There is no doubt that the judiciary is forcefully reminding the
executive of its obligation to the prisoners. To a great extent the Courts have
been able to give voice to the voiceless prisoners whose rights have been
violated. It is the onerous duty of the Court to ensure that prisoners’
fundamental rights should not be violated at any time. The basic problems of prisoners
need to be tackled in order to humanize the prison. To improve prison
conditions does not mean that prison life should be made soft; it means that it
should be made sensible.
In a similar vein, it is
said:
“Treating prisoners not as
objects, but as the human beings they are, no matter how despicable their prior
actions, will demonstrate an unflagging commitment to human dignity.

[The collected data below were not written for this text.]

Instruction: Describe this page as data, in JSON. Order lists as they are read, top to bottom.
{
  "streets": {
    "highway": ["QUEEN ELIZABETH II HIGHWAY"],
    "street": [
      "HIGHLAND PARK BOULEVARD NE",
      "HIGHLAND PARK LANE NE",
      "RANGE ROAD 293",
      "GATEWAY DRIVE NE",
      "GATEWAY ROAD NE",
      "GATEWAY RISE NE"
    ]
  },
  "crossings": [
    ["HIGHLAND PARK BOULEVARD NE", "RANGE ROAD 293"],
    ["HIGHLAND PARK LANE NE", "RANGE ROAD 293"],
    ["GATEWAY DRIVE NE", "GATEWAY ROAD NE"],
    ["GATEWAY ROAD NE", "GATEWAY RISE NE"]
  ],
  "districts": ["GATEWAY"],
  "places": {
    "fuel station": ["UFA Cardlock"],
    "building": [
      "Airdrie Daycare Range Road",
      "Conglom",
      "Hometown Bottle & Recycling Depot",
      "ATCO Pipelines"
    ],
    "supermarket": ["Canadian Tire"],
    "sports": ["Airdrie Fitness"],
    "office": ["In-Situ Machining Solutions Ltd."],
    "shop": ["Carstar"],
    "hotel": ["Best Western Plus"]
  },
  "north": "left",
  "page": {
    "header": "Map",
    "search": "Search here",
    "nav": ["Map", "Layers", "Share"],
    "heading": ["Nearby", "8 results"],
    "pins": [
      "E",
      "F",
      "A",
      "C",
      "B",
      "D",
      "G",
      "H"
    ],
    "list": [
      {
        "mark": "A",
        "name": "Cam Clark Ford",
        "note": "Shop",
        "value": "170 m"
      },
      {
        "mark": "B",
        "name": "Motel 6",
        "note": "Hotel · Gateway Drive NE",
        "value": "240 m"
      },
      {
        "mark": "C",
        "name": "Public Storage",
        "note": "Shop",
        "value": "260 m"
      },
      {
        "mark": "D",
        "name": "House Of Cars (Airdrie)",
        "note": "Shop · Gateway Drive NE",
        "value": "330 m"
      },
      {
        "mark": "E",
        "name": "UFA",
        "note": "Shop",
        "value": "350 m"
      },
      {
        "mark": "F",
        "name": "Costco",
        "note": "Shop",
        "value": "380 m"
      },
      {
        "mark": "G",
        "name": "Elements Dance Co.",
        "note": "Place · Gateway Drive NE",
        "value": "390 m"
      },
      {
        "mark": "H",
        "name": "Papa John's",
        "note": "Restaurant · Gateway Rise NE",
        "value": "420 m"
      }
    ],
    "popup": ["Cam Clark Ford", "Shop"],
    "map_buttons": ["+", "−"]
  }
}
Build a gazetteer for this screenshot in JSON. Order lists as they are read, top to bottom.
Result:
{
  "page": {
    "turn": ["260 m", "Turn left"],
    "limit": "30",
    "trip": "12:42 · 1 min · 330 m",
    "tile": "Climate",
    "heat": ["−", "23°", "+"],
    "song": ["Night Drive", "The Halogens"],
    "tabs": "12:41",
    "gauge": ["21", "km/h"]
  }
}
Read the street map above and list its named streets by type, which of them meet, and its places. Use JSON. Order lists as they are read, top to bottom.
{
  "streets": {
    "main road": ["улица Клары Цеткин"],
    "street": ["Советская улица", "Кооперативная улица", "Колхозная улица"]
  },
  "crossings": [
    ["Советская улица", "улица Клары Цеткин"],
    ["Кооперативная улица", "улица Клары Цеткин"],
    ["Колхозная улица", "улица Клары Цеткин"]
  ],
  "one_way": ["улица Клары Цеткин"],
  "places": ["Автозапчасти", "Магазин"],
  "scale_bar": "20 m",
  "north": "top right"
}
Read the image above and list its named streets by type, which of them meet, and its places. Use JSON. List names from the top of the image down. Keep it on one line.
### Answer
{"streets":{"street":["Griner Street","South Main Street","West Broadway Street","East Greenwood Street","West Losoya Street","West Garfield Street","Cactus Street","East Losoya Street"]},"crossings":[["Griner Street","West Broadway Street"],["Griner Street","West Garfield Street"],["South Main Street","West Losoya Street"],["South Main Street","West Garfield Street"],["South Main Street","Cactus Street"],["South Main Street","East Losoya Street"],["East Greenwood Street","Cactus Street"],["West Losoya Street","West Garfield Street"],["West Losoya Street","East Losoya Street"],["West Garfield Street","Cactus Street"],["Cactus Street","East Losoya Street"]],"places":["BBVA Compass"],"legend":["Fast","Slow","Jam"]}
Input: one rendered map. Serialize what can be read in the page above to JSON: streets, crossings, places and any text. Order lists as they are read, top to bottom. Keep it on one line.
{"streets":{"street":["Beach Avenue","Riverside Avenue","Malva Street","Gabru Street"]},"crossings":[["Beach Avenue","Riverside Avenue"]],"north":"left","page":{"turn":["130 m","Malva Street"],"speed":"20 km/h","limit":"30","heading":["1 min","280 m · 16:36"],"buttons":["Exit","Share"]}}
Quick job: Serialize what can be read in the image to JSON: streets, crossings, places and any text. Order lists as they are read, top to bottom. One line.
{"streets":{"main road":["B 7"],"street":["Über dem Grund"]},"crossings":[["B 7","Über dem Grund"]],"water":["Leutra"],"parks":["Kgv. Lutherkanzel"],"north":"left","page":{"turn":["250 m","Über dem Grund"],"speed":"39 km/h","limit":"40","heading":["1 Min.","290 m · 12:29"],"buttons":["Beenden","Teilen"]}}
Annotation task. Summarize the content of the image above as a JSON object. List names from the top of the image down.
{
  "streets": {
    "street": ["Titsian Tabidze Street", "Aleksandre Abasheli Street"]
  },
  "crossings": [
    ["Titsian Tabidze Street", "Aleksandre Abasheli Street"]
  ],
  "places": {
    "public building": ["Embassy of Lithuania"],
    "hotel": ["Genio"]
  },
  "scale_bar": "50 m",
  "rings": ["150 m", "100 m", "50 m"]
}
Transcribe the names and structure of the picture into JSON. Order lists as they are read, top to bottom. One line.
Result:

It is that
commitment to human dignity that will, in the end, be the essential
underpinning to any endeavor to transform prison cultures.”[24]
***
[1] Universal Declaration of Human Rights
[2] International Covenant on Economic, Social and Cultural Rights
[3] International Covenant of Civil and Political Rights
[4]
Article 10(1) of ICCPR.
[5]
Principle of Medical Ethics relevant to the role of Health Personnel,
Particularly physician in the Protection of Prisoners and Detainees against
torture and other Cruel, Inhuman or Degrading Treatment of Punishment.
[6]
Judgment dated 15th Sep., 2017, Writ Petition (Civil)-406 of 2013,
Re: Inhuman Conditions in 1382 Prisons, Supreme Court.
[7] AIR
1974 SC 2092.
[8] 1996 SCC (4) 742, 1996 SCALE (4)416.
[9] D.K. Basu v. State
of W.B. AIR 1997 SC 610.
[10] AIR
1997 SC 1739 p.1746.
[11] Prabha
Dutta v. Union of India, A.I.R. 1982 SC 6.
[12] Rama
Murthy v. State of Karnataka, AIR 1997 SC 1739 at p.1746.
[13] AIR
1998 SC 3164.
[14] AIR
1978 SC 1675.
[15] Prem
Shankar Shukla v. Delhi Administration, 1980
AIR 1535.
[16] In
Francis Coralie Mullin v. Administrator, Union Territory of Delhi, AIR 1981 SC
746.
[17] AIR 1979 SC 1360.
[18] (1978)
3 SCC 544, AIR 1978 SC 1548.
[19]
Supreme Court, Order dated 5th February, 2016, Re-Inhuman Conditions in 1382 Prisons, WPC 406 of 2013.
[20] Kesar Singh Guleria v. The State of
Himachal Pradesh, 1985 CriLJ 1202.
[21]
Supreme Court, Order dated 5th February, 2016, Re-Inhuman Conditions in 1382 Prisons, WPC 406 of 2013.
[22] R.D. Upadhyay v. State of A.P. & Ors., AIR
2006 SC 1946.
[23] By
virtue of Sec.92 of Assam Prisons Act, 2013.
[24] The
Mess We’re In: Five Steps Towards the Transformation of Prison Cultures by Lynn
S. Branham, Indiana Law Review, Vil.44, P.703, 2011 which is cited in Re:
Inhuman Conditions in 1382 Prisons (W.P.(C) No.406 of 2013 at Supreme Court).